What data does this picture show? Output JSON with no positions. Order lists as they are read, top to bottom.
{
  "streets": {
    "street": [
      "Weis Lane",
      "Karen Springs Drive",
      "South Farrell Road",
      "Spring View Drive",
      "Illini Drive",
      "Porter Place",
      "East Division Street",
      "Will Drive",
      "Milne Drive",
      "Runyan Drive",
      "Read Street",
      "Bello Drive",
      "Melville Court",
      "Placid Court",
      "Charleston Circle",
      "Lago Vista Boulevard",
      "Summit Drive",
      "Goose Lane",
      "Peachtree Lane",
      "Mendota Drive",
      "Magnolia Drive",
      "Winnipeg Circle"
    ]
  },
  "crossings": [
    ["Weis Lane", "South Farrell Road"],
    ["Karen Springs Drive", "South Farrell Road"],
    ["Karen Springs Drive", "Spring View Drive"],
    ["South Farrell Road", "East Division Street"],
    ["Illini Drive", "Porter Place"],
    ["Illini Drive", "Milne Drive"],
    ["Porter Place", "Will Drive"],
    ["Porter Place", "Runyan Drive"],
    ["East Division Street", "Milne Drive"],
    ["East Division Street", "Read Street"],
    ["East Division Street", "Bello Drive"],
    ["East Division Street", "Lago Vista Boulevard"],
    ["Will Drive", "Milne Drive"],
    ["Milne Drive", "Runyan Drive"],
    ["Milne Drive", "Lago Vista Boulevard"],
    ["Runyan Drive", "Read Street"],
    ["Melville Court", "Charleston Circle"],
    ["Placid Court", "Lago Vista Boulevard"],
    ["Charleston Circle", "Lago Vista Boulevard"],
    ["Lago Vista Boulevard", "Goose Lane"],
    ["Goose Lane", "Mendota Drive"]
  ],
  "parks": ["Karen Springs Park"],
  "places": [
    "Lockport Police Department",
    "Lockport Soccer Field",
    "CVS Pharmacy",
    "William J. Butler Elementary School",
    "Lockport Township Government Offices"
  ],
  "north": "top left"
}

- What needs to be done -
Reading through the records above, report each line in which the string "Goose" is found.

- Output below -
      "Goose Lane",
    ["Lago Vista Boulevard", "Goose Lane"],
    ["Goose Lane", "Mendota Drive"]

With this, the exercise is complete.